Zusammenfassung
Eignungsdiagnostik prüft die Passung zwischen Person und Stelle, um die besten Kandidaten auszuwählen. Mit zunehmendem Fachkräftemangel gewinnt sie an Bedeutung. Zwei Hauptfehler können dabei auftreten: Die Einstellung ungeeigneter Kandidaten (Fehler erster Art) und die Ablehnung geeigneter Kandidaten (Fehler zweiter Art). Eignungsdiagnostik erfordert wissenschaftlich fundierte Methoden wie strukturierte Interviews, psychologische Tests und Simulationsübungen. Die professionelle Analyse der Anforderungen an die jeweilige Stelle ist der Schlüssel zur geeigneten Auswahl aus diesen Verfahren. Die DIN 33430 bietet Qualitätsstandards für solche Verfahren, betont Validität, Reliabilität, Objektivität und Wirtschaftlichkeit.

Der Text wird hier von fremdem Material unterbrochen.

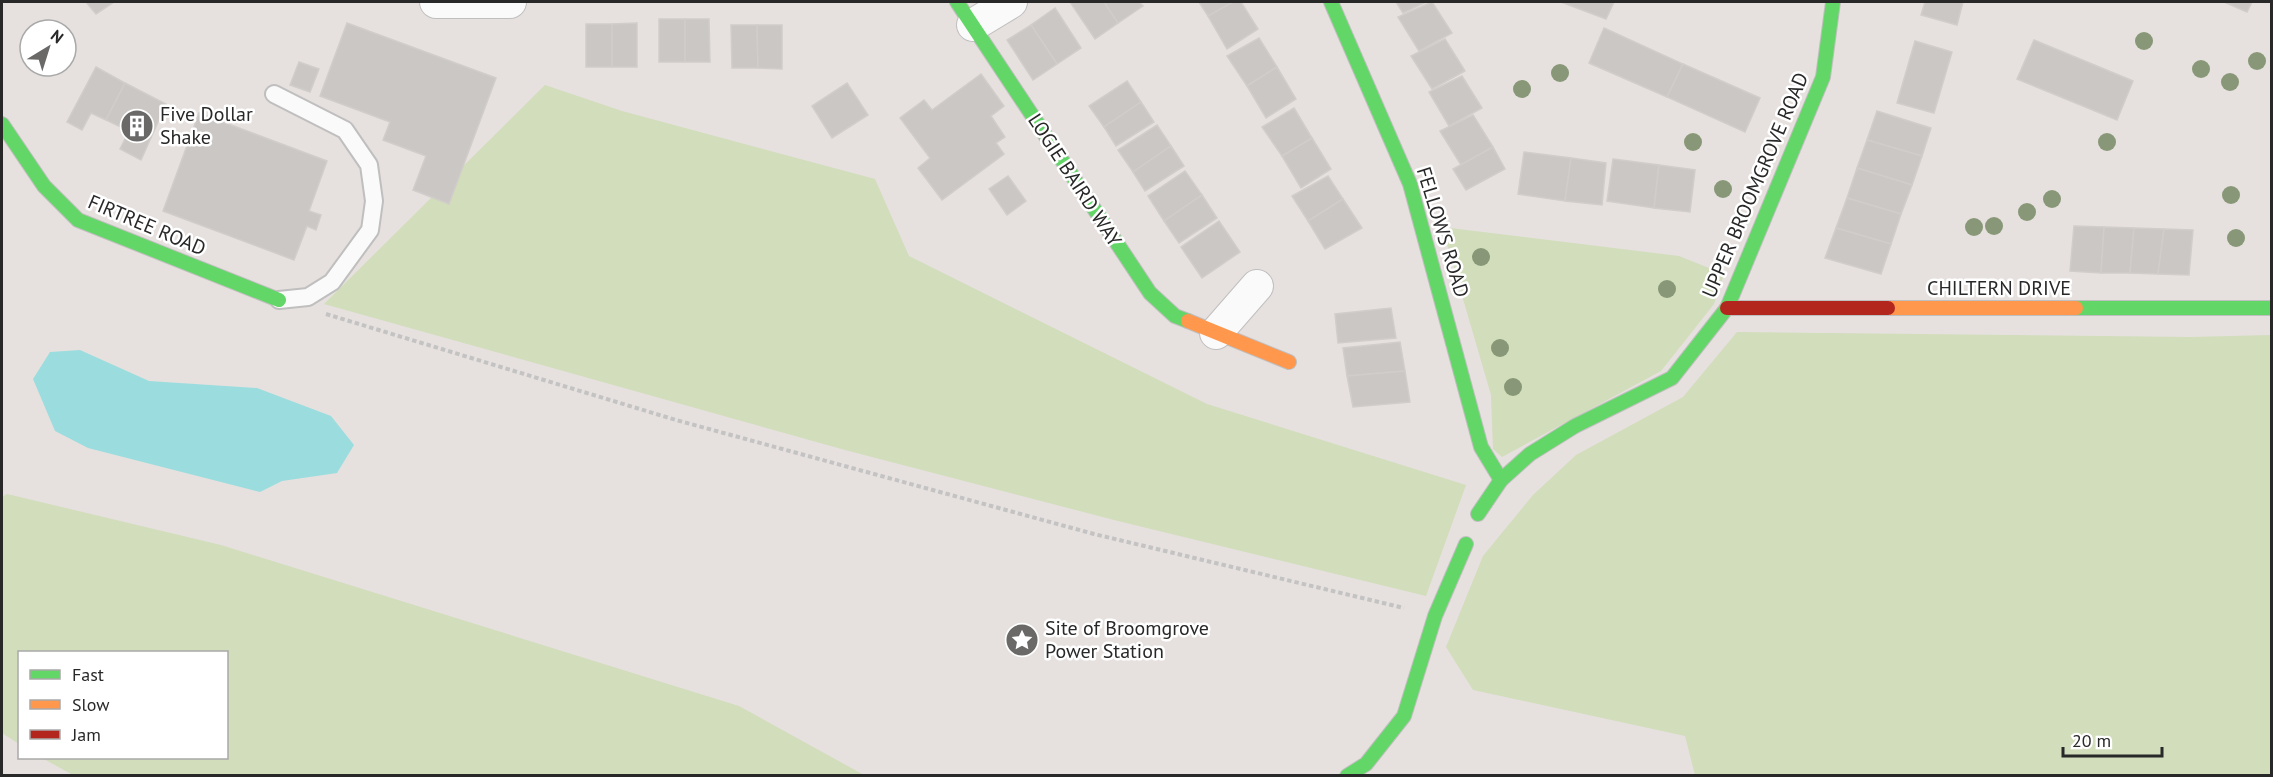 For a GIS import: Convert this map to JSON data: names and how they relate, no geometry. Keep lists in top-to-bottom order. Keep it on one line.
{"streets":{"street":["LOGIE BAIRD WAY","UPPER BROOMGROVE ROAD","FIRTREE ROAD","FELLOWS ROAD","CHILTERN DRIVE"]},"crossings":[["UPPER BROOMGROVE ROAD","FELLOWS ROAD"],["UPPER BROOMGROVE ROAD","CHILTERN DRIVE"]],"places":{"building":["Five Dollar Shake"],"place":["Site of Broomgrove Power Station"]},"legend":["Fast","Slow","Jam"],"scale_bar":"20 m","north":"top right"}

Der Umgang mit sensiblen Daten erfordert hohe Sorgfalt. Datenschutzgesetze wie die DSGVO müssen eingehalten und Datensparsamkeit praktiziert werden. Zudem muss das Verfahren diskriminierungsfrei gemäß dem Allgemeinen Gleichbehandlungsgesetz (AGG) ausgestaltet sein.
Zukünftig wird die Eignungsdiagnostik fluide Anforderungen, soziale Kompetenzen und Lernbereitschaft stärker betonen. KI-gestützte Systeme könnten repetitive Aufgaben übernehmen, müssen jedoch vertrauenswürdig und vorurteilsfrei agieren. Insgesamt bleibt die zielgerichtete Auswahl von Kandidaten eine komplexe, aber entscheidende Aufgabe im HR-Management.

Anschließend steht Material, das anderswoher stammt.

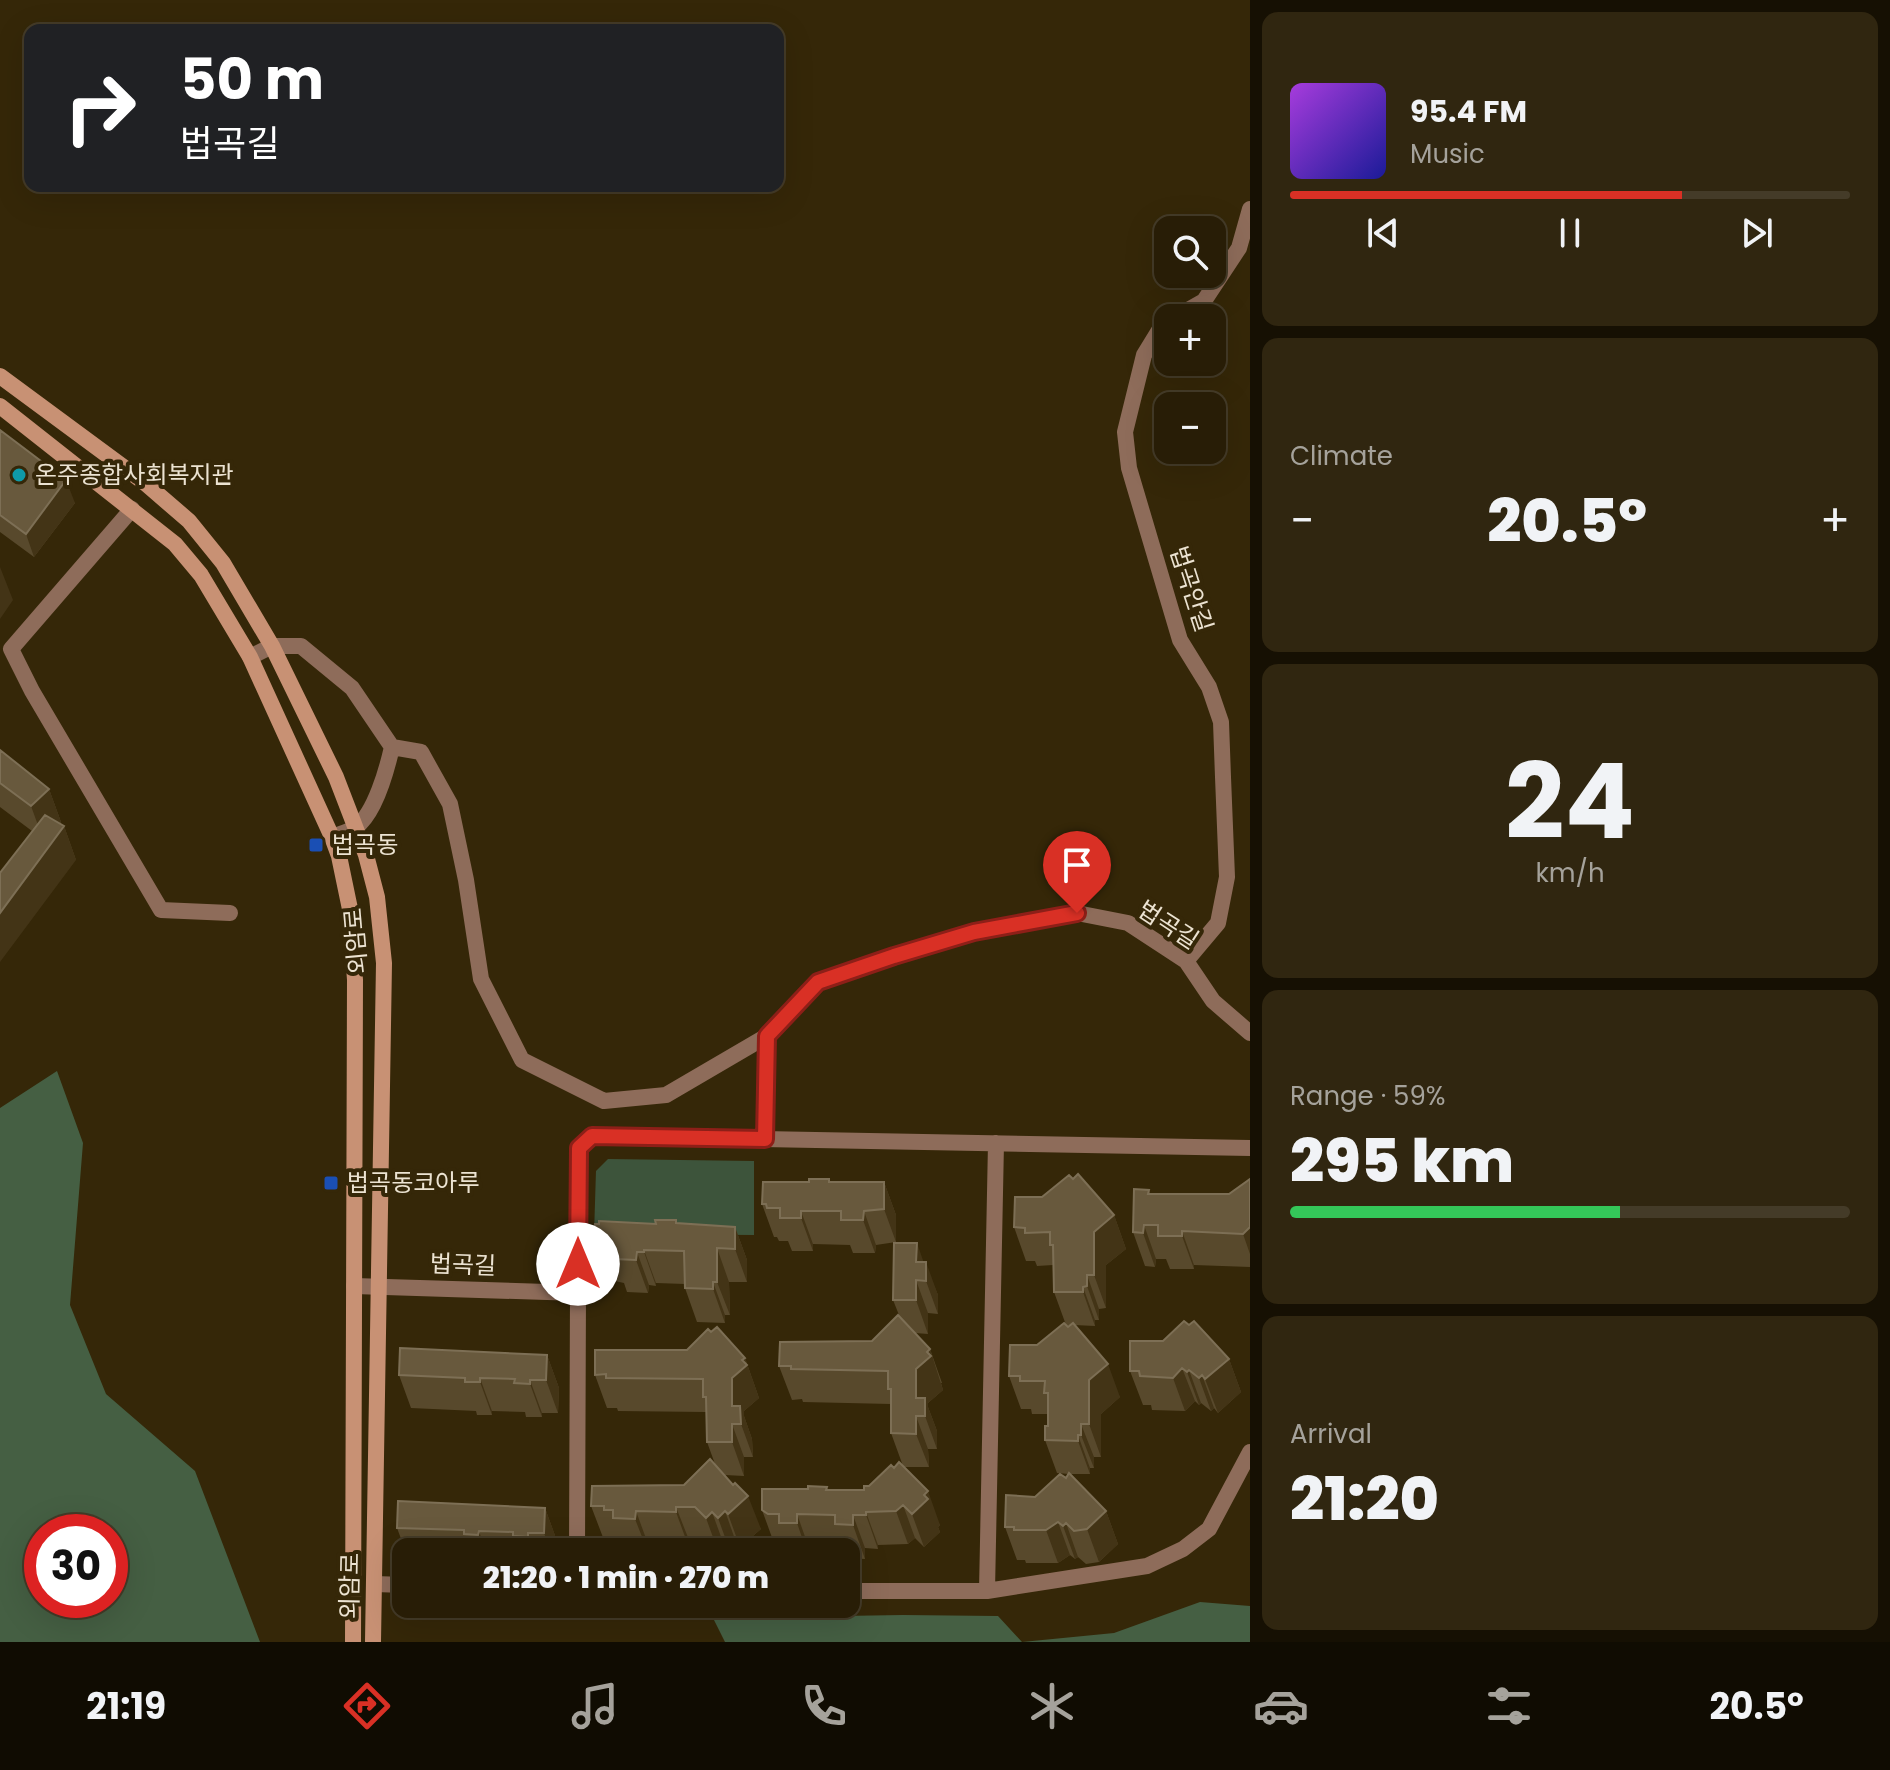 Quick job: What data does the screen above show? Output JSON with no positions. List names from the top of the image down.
{
  "streets": {
    "main road": ["외암로"],
    "street": ["법곡안길", "법곡길"]
  },
  "crossings": [
    ["법곡안길", "법곡길"],
    ["법곡길", "외암로"]
  ],
  "places": {
    "other": ["온주종합사회복지관"],
    "transit": ["법곡동", "법곡동코아루"]
  },
  "page": {
    "turn": ["50 m", "법곡길"],
    "song": ["95.4 FM", "Music"],
    "map_buttons": ["+", "−"],
    "tile": [
      "Climate",
      ["24", "km/h"],
      ["Range · 59%", "295 km"],
      ["Arrival", "21:20"]
    ],
    "heat": ["−", "20.5°", "+"],
    "limit": "30",
    "trip": "21:20 · 1 min · 270 m",
    "tabs": ["21:19", "20.5°"]
  }
}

1 Grundlagen der Eignungsdiagnostik
1.1 Begriff
Eignungsdiagnostik ist die Disziplin im HR-Management, um die Passung zwischen Person und Stelle (oder Tätigkeit) zu überprüfen. Eingesetzt wird Eignungsdiagnostik immer dann, wenn das Unternehmen eine Stelle neu besetzen möchte und hierfür passende Personen sucht.
Eignungsdiagnostik wird vor allem bei der Einstellung von Personen für offene Stellen angewendet, aber auch zur Entscheidung über Maßnahmen zur Personalentwicklung oder zur Auswahl von Personen für Nachwuchsförderungsprogrammen.
1.2 Bedeutung
Die Disziplin gewinnt umso stärker an Bedeutung, je weniger Menschen sich für offene Stellen bewerben. In Zeiten eines Arbeitgebermarkts war das Thema noch wenig diskutiert, die meisten Personaler hatten ihre persönlichen Methoden zur Auswahl. Die waren mal mehr, mal weniger systematisch, manchmal auch mit esoterischem Hintergrund.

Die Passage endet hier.